### INPUT FOR THIS TASK
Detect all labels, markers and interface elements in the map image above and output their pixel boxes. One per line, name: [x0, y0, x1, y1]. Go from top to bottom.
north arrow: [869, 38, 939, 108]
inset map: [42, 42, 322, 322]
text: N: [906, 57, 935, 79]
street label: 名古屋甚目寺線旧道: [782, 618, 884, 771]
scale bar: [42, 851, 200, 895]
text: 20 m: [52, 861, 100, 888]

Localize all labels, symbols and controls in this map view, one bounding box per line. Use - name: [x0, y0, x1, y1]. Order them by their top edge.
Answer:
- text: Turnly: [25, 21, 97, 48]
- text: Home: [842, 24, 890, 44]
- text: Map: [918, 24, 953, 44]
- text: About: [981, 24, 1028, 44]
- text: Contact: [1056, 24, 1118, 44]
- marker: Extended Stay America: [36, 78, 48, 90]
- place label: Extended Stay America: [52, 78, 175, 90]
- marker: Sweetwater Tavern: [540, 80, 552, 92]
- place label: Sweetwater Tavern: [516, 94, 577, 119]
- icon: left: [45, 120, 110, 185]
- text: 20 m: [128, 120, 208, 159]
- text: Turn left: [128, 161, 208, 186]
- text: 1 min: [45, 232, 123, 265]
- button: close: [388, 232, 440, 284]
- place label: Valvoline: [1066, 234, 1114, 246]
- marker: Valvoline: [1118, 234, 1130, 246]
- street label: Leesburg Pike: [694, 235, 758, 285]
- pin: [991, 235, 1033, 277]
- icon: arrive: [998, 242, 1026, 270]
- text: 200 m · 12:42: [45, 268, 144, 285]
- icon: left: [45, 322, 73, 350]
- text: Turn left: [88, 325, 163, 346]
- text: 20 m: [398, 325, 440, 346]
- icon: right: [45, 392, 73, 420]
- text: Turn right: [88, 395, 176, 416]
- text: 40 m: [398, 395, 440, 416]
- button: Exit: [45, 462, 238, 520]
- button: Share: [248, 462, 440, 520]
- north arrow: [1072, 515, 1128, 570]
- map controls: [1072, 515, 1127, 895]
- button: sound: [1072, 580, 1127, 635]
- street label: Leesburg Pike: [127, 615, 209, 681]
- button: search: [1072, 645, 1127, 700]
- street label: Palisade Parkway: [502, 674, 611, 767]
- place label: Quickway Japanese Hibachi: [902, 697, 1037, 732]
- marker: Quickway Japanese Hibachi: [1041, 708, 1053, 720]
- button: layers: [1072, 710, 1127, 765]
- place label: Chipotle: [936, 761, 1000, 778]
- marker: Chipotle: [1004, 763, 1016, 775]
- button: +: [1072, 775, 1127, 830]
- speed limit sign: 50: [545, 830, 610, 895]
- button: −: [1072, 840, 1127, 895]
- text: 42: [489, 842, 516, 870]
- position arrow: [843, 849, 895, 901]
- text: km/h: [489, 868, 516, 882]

### TASK REQUIREMENTS
Could you work out how many lines in the records include "controls"? Answer with the number only.

### EXERCISE SOLUTION
2